The tether-based strategy is illustrated through Video 3 below for a swarm of six robots, equipped with a secondary team of five tether robots. The swarm moves to its destination using the inchworm-inspired strategy, while maintaining connectivity to a landmark through the wireless tether. Upon arrival, sensor measurements to the landmark are obtained and used to accurately localize the swarm and corrects its position.

Video 3: Tether motion to next destination

Video 4 below illustrates a swarm of ten robots, equipped with a secondary team of fifteen tether robots, that follow a sinusoidal path using the tether-based strategy. One may note that the swarm may change its connectivity from one landmark to another during its motion. By maintaining connectivity to the environment through the tether, the swarm can compensate for accumulated localization errors and execute corrective motion commands.

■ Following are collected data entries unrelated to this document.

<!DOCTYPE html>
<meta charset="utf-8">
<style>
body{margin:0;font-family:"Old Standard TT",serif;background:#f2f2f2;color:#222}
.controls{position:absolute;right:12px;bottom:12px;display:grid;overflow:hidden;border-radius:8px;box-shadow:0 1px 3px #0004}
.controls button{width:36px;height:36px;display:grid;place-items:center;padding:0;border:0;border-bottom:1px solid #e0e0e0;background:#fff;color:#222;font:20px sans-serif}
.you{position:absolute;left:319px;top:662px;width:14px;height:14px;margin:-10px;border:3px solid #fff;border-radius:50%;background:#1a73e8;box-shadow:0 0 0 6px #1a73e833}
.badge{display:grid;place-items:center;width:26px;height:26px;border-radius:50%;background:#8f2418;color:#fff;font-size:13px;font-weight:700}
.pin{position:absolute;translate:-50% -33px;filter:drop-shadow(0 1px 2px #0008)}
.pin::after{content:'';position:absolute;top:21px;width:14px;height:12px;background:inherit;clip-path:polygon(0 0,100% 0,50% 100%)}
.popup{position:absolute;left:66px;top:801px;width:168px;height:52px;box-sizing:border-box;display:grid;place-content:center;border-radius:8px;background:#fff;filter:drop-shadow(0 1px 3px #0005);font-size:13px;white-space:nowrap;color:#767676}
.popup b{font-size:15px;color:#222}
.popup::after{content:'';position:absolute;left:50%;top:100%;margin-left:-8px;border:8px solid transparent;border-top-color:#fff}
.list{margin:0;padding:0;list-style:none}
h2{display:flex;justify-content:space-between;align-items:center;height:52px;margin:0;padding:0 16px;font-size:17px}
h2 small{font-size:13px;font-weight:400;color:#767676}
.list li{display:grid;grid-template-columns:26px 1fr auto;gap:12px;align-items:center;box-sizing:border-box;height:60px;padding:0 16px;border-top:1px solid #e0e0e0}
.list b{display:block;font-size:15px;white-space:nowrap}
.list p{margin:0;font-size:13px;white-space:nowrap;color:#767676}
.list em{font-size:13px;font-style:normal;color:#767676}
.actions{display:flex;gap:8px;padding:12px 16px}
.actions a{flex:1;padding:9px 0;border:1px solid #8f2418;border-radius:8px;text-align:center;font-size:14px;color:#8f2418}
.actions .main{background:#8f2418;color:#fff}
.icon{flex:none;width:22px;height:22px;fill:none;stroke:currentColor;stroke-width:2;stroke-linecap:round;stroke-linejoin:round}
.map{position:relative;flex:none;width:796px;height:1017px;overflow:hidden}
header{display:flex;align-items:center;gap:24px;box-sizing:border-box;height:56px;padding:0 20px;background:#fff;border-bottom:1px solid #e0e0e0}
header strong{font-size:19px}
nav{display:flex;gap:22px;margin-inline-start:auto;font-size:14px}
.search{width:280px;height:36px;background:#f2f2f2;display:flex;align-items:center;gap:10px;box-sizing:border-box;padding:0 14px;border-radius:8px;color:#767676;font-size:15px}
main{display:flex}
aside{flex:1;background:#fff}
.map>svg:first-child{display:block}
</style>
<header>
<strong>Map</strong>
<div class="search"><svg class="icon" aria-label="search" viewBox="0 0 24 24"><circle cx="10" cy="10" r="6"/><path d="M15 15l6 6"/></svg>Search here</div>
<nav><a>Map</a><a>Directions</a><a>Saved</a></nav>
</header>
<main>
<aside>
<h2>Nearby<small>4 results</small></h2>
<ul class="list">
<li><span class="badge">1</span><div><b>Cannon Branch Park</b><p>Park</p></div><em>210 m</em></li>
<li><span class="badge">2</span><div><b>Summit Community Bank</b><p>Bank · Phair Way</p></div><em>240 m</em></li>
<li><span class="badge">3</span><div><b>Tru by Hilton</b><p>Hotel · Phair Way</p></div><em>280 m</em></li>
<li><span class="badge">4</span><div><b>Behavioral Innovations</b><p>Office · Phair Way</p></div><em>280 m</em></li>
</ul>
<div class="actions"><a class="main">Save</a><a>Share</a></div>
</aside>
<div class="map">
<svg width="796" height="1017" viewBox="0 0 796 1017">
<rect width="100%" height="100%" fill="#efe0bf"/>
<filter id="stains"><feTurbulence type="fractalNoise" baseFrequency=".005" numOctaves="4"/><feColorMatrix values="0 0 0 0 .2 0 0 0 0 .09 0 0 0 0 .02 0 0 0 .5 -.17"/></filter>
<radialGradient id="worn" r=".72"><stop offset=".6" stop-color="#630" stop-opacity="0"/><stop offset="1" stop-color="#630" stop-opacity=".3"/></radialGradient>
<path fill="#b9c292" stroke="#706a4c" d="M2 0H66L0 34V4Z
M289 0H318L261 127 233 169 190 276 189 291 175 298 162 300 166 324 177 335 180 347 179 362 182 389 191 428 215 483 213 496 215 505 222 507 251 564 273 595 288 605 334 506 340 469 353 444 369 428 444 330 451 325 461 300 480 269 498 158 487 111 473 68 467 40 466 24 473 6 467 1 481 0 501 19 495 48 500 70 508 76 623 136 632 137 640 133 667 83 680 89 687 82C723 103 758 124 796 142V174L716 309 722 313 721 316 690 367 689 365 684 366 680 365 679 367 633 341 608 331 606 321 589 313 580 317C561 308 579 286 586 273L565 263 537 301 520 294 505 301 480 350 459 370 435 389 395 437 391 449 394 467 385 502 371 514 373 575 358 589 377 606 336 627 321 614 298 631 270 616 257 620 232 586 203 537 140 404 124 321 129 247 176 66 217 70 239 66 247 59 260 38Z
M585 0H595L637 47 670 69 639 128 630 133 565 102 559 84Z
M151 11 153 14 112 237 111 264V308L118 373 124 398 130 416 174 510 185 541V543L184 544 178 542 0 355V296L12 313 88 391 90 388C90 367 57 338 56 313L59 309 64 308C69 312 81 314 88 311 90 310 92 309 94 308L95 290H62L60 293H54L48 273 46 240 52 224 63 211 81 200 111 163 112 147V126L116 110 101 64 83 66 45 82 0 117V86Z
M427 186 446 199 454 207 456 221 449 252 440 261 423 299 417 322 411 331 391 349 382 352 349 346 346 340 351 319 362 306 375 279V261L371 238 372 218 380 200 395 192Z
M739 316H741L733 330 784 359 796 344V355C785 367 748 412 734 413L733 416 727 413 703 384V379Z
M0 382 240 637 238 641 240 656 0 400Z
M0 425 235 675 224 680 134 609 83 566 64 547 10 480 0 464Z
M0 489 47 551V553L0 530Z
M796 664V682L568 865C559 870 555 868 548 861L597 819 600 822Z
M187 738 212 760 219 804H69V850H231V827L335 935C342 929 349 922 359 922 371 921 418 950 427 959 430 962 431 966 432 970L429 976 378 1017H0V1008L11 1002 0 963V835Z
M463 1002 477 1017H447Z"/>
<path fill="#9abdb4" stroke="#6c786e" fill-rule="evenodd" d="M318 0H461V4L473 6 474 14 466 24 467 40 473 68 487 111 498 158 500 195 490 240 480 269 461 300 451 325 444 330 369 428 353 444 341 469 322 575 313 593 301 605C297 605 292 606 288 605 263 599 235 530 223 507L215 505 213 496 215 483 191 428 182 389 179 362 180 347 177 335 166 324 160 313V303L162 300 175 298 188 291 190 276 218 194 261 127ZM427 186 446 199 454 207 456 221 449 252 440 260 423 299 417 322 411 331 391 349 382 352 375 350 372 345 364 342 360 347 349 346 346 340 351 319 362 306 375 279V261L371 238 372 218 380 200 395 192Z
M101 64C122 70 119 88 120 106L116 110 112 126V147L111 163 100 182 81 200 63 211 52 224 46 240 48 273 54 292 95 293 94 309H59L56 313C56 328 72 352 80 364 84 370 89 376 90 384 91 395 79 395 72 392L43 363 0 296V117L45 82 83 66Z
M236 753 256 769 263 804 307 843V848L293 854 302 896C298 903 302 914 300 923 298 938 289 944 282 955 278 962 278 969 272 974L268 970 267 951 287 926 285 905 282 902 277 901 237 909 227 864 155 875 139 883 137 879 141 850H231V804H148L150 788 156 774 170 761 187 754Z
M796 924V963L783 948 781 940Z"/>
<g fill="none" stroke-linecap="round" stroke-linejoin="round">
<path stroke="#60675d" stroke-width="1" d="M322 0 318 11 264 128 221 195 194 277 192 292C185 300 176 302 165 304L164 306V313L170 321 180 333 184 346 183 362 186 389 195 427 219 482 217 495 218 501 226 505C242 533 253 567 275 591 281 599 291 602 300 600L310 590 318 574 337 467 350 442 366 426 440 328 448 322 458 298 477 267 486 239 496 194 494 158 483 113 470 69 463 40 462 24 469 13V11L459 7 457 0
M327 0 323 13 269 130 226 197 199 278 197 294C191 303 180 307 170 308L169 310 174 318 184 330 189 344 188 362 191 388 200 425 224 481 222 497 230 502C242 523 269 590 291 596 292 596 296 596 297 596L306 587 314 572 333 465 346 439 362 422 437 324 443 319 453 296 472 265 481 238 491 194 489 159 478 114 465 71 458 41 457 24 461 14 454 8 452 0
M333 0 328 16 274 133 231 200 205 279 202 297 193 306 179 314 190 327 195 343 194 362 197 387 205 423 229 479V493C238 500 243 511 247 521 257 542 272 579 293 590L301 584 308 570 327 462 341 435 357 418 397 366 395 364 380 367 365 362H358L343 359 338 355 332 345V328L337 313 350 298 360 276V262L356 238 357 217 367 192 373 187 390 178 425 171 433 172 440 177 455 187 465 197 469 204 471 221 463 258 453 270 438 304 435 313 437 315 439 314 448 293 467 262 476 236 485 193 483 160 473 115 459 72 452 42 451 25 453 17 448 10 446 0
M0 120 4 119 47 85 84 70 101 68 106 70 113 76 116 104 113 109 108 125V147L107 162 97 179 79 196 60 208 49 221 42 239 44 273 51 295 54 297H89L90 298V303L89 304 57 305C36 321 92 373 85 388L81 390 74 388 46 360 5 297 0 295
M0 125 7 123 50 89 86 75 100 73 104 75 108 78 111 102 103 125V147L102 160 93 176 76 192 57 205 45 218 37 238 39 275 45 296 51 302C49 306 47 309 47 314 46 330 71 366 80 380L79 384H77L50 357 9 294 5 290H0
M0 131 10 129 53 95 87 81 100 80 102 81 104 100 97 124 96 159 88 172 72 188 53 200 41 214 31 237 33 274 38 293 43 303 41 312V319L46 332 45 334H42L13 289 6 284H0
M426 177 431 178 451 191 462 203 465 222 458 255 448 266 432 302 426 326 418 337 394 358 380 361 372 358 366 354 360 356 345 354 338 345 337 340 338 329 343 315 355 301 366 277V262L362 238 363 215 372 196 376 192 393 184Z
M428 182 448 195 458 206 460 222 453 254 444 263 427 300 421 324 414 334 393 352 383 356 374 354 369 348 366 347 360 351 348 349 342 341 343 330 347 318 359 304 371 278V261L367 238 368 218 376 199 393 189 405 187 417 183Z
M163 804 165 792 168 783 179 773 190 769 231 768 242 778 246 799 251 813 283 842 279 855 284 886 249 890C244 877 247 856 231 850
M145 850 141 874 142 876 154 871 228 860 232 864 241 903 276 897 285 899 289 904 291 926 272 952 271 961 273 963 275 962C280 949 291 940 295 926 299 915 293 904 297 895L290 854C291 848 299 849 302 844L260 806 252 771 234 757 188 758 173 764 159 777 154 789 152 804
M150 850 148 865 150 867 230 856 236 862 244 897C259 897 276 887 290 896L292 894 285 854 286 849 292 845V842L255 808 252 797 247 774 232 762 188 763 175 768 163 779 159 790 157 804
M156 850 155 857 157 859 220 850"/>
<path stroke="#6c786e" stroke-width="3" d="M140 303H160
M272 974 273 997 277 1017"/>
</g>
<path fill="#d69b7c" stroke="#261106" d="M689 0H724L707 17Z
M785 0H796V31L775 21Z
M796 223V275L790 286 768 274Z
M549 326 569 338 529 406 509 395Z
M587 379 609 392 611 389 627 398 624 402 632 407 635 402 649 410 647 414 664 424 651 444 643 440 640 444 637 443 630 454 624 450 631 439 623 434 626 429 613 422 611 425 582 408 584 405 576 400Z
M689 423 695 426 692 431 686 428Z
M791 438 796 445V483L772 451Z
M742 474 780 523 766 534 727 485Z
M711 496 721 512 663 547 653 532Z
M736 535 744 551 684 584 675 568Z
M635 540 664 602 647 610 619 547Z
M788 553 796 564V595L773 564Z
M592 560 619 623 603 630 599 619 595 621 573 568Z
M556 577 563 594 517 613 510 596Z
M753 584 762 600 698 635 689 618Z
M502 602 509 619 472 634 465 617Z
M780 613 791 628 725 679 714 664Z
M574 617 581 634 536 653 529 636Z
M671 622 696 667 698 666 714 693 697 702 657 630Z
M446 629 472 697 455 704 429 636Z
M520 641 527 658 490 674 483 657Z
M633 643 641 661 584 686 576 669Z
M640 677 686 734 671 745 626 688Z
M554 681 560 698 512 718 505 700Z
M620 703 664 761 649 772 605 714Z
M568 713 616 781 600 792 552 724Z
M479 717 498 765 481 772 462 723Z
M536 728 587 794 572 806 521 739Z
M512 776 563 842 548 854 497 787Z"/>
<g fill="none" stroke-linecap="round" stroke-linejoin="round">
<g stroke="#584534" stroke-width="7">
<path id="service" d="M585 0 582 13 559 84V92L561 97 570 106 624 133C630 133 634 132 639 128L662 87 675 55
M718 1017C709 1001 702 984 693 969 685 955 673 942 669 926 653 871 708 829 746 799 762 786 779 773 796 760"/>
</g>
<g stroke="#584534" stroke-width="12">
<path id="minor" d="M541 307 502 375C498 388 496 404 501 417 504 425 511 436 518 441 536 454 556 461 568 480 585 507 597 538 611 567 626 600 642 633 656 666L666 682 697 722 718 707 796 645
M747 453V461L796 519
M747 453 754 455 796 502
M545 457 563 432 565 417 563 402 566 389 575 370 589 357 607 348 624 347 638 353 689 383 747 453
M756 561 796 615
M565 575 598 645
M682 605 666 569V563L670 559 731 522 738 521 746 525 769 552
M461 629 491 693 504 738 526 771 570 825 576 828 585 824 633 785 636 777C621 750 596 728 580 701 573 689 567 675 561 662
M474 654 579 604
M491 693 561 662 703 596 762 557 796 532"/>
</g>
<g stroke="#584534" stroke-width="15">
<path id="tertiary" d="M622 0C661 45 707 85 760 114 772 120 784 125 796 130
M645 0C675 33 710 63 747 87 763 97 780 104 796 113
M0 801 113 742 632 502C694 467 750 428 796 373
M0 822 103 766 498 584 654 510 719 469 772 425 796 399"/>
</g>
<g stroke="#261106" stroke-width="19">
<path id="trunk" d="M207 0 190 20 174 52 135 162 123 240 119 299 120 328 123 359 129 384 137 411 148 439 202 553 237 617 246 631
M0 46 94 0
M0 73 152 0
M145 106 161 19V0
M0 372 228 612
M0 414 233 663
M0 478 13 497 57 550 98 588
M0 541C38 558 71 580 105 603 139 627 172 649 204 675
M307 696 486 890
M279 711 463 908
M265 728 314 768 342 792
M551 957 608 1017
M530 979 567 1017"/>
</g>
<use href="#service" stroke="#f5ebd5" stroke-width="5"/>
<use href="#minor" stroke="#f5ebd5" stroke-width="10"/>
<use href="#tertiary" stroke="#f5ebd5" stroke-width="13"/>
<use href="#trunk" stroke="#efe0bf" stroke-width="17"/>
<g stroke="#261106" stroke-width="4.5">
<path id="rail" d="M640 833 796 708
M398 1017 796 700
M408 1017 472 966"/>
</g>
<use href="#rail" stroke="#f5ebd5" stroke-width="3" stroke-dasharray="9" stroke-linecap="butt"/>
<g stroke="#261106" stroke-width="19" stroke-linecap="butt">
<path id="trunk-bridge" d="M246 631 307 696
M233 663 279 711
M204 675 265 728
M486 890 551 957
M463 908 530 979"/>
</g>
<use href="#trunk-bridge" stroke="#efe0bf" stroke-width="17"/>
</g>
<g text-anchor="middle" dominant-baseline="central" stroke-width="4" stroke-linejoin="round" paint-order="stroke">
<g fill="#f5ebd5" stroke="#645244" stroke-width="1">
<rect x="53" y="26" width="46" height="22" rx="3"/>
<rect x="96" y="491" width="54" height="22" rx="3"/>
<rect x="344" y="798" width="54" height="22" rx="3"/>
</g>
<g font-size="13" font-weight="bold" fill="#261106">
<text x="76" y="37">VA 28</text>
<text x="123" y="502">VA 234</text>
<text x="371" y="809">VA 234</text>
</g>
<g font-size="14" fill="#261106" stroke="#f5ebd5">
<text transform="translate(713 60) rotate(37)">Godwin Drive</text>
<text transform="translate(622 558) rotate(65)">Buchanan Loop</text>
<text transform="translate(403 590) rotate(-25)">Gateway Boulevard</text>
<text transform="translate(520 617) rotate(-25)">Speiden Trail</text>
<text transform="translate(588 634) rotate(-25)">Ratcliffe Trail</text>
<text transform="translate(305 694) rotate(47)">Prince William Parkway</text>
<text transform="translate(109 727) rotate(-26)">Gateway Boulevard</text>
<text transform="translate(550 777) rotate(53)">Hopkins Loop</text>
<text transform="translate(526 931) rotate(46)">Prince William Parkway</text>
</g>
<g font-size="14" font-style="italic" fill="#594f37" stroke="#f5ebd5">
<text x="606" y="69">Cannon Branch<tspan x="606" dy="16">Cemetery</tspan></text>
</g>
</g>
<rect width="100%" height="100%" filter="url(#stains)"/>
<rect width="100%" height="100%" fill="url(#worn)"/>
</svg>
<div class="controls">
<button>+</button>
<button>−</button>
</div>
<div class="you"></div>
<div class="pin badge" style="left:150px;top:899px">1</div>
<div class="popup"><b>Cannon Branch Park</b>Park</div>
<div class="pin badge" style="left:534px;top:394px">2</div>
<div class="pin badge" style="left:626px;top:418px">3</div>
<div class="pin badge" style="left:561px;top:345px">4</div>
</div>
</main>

Video 4: Tether motion for path tracking

Optimization

The motion of the tether robots is planned to through three sequential steps, Figure 2:

  1. Tether formation: The tether formation step seeks to determine the connectivity point of the swarm and the position of the nodes that must be achieved by the tether robots to provide connectivity to this point. This step is completed with the objective of minimizing the localization errors of the swarm that depend on the above variables through an empirically derived function.
  2. Tether robot allocation: For each tether, the tether robots need to be specifically assigned to the nodes at hand. This is completed with the objective of minimizing the distance travelled by the tether robots, allowing them to achieve the planned tethers quickly and accurately. A combinatoric search engine, such as a variation of Genetic Algorithms, must be adopted.
  3. Tether robot motion planning: as the last step, based on the formed tethers and corresponding tether robot allocations, the collision-free paths of the robots from one tether to another would be determined. For example, using classical methods such as prioritized RRT.
Nature Image

Figure 2: Tether optimization.

Publication

This work was published in:

K. Eshaghi, A. Rogers, G. Nejat, and B. Benhabib, “losed-loop motion control of robotic swarms – A tether-based strategy,” IEEE Trans. Robot., vol. 38, no. 6, pp. 3564-3581, Dec. 2022. Also presented at ICRA 2023.